Skip was a fan, but he was no Braves apologist. When the team stunk, he'd encourage viewers to walk their dogs instead of watching such a sorry display. And when his voice rose and he got excited — like when Sid Bream rounded home in 1992 to snatch a pennant from the Pirates' grasp, or when the final out in the 1995 World Series meant the Braves had finally scaled the ultimate peak — you knew it was a big, big deal.

Of course, Skip was no saint. He had his prickly side too. I can recall often listening to his pre-game radio call-in show, where fans would phone in to get clarification on arcane points of the game like the infield fly rule, or try to get answers to obscure trivia questions like how many unassisted triple plays had taken place west of the Mississippi during the month of August.

To say Skip was polite to most of these callers would be — well, a lie. He was gruff, impatient and clearly anxious to dispose of what he regarded as dumb questions quickly.

My sister had another word for his style.

"BJ, this man's rude!" was her aggrieved declaration as she hung out in my room one afternoon, watching me play muted video games while Skip got audibly annoyed with a caller on the radio.

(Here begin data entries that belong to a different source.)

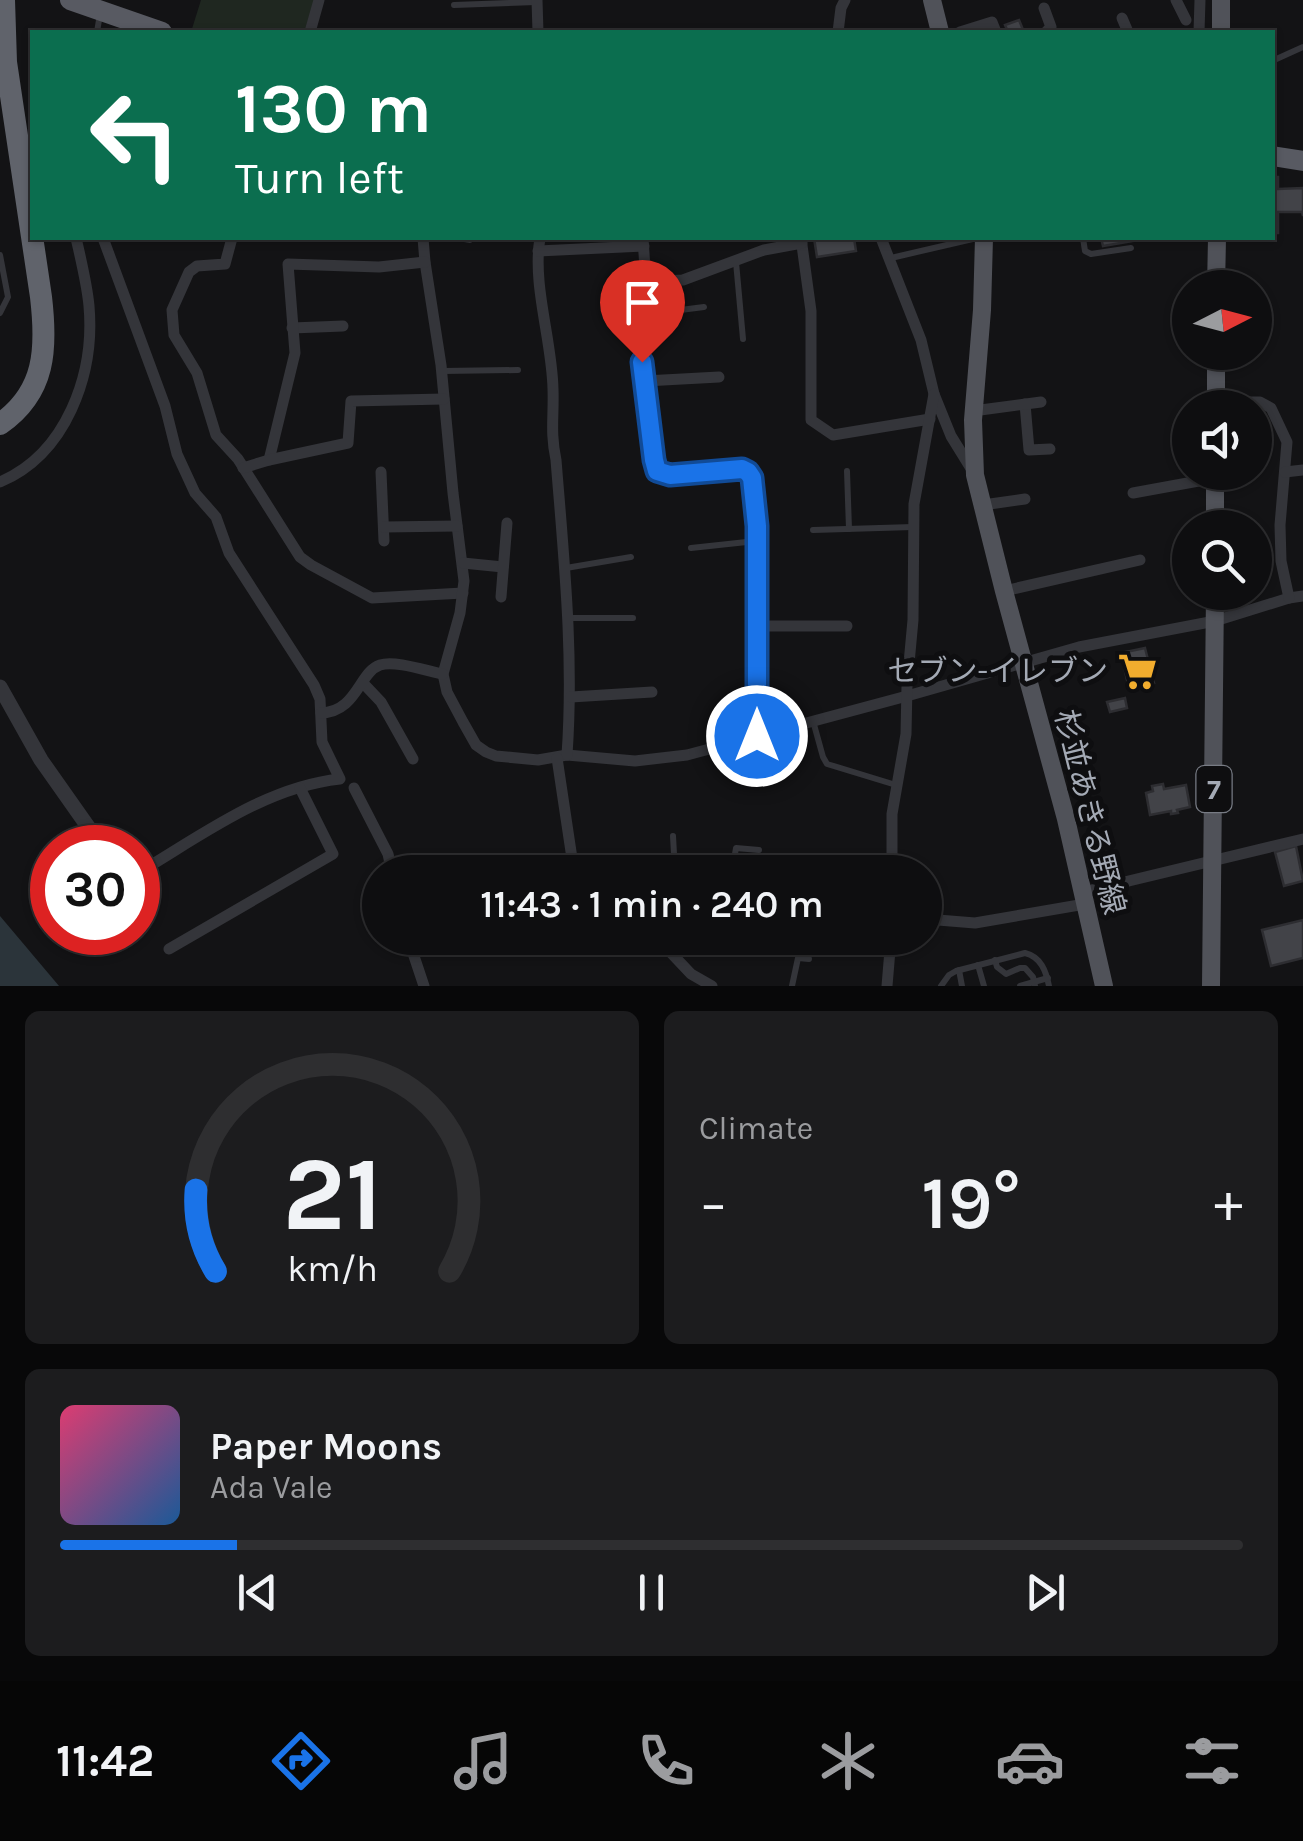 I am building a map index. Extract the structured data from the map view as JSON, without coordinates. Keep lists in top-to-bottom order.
{
  "streets": {
    "main road": ["7", "杉並あきる野線"]
  },
  "places": {
    "supermarket": ["セブン-イレブン"]
  },
  "north": "right",
  "page": {
    "turn": ["130 m", "Turn left"],
    "limit": "30",
    "trip": "11:43 · 1 min · 240 m",
    "tile": "Climate",
    "heat": ["−", "19°", "+"],
    "song": ["Paper Moons", "Ada Vale"],
    "tabs": "11:42",
    "gauge": ["21", "km/h"]
  }
}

There was no arguing with her on that point — but I still liked Skip. After all, the man was a walking encyclopedia of baseball knowledge. Think about the one subject you know inside out. Then imagine what it would be like to have to answer questions about it on a daily basis from people who are obviously less-informed than you. You might fight the urge to let your impatience show. But you'd still have the urge, all the same.

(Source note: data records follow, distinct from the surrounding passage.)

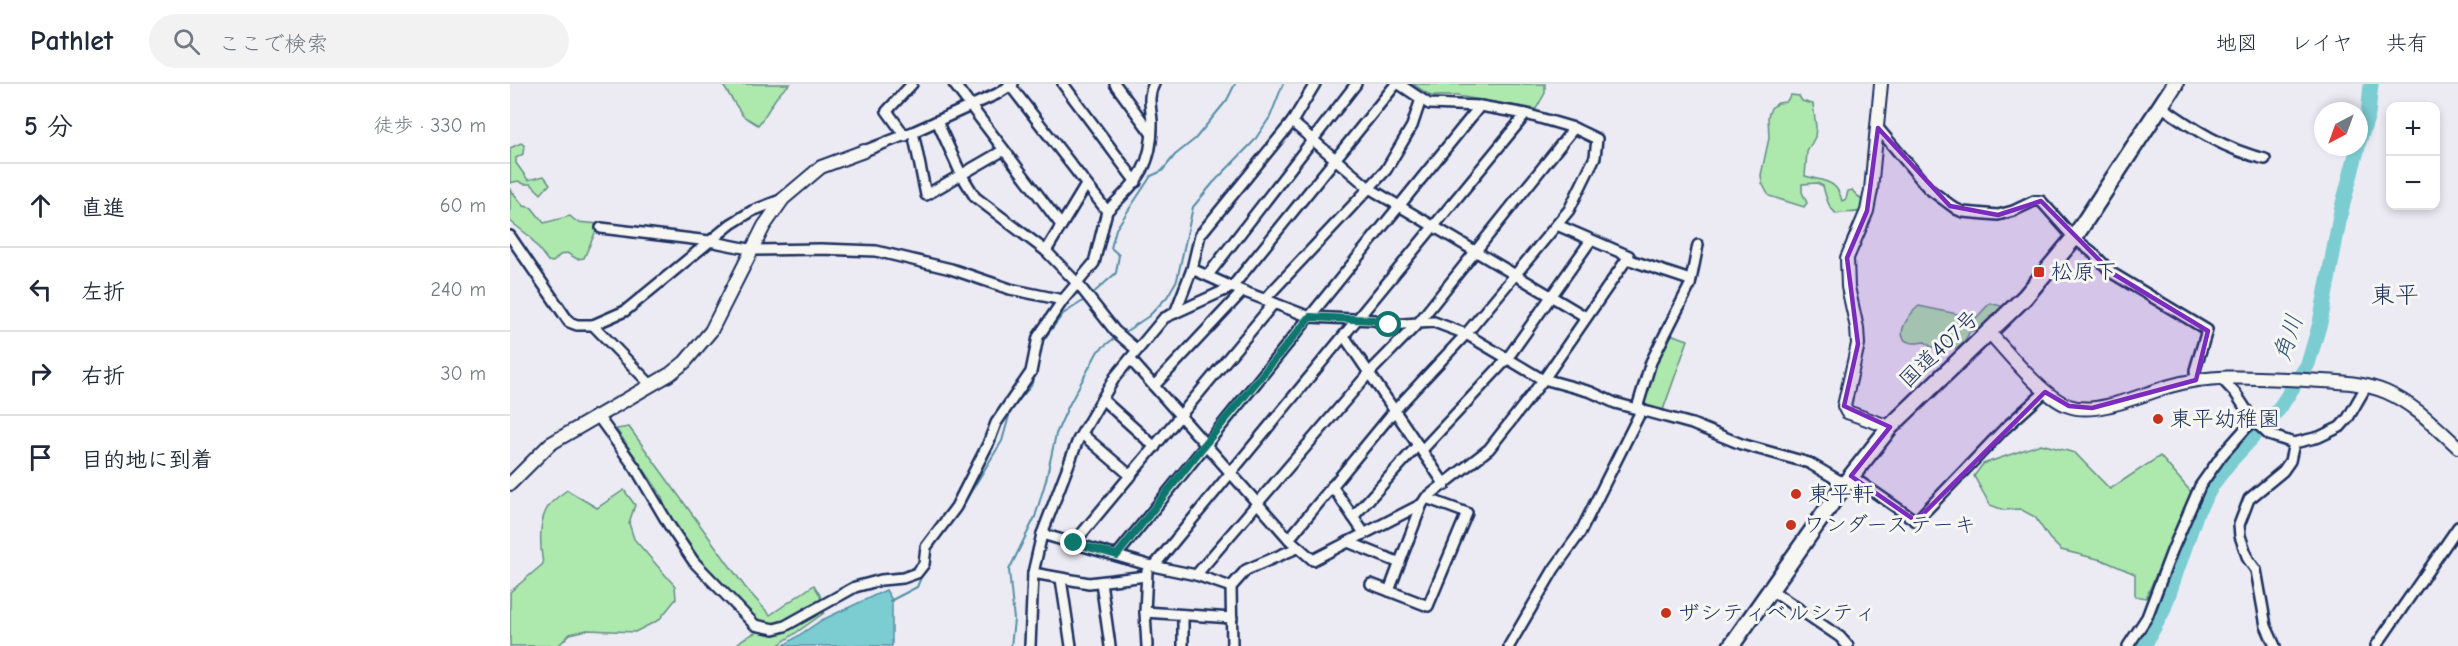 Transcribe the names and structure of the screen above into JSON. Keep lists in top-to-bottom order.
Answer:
{
  "streets": {
    "highway": ["国道407号"]
  },
  "districts": ["東平"],
  "water": ["角川"],
  "places": {
    "transit": ["松原下"],
    "other": [
      "東平幼稚園",
      "東平軒",
      "ワンダーステーキ",
      "ザシティベルシティ"
    ]
  },
  "north": "bottom left",
  "page": {
    "header": "Pathlet",
    "search": "ここで検索",
    "nav": ["地図", "レイヤ", "共有"],
    "heading": ["5 分", "徒歩 · 330 m"],
    "map_buttons": ["+", "−"],
    "list": [
      ["直進", "60 m"],
      ["左折", "240 m"],
      ["右折", "30 m"],
      "目的地に到着"
    ]
  }
}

There's one more thing Skip was. He was the voice of baseball for millions of people without a team.

When Ted Turner came up with the crazy idea to beam his little TBS channel across the country in 1976, suddenly honest-to-goodness big league baseball games were available every night to ranchers in North Dakota and tobacco growers in Kentucky, housewives in Kansas and high-school girls in rural New York state. People who had never had a big-time baseball team of their own, or just weren't all that keen on the local team, suddenly had the Braves to latch onto — and Skip, a Midwesterner turned Atlantan, was right there to describe it all for them.

Maybe it's fitting that Skip chose this time to record the 27th out and call it a lifetime. Things are different now. The Braves left TBS last year, relegated to more of a regional presence now.

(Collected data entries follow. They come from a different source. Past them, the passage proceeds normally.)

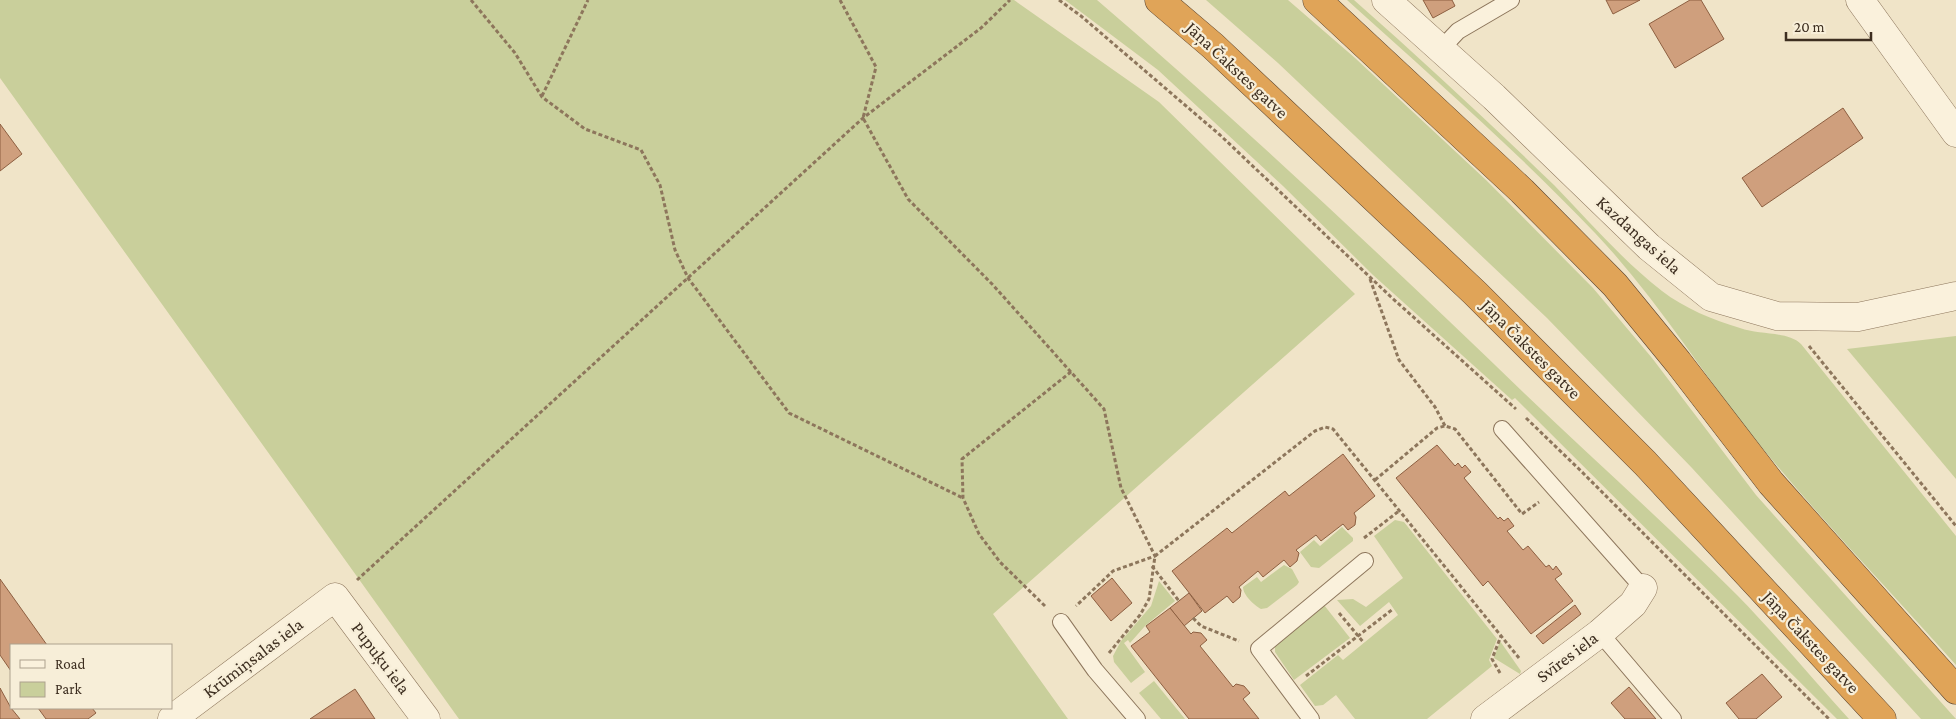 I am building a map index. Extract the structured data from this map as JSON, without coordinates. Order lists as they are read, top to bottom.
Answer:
{
  "streets": {
    "highway": ["Jāņa Čakstes gatve"],
    "street": [
      "Kazdangas iela",
      "Svīres iela",
      "Krūmiņsalas iela",
      "Pupuķu iela"
    ]
  },
  "crossings": [
    ["Krūmiņsalas iela", "Pupuķu iela"]
  ],
  "legend": ["Road", "Park"],
  "scale_bar": "20 m"
}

The magical period that sucked me in — when the sky seemed like the limit every year, when you always knew that the team was among the best in baseball and the heck with anybody who tried to badmouth them — belongs to the past now.

The Braves have turned a corner. It's a different day, and that halcyon era from the '90s and earlier this decade when the team won their division 14 seasons running is gone.

Skip Caray was a huge part of all that. Now he's gone too.

From where I sit, 1991 suddenly seems a very long way off.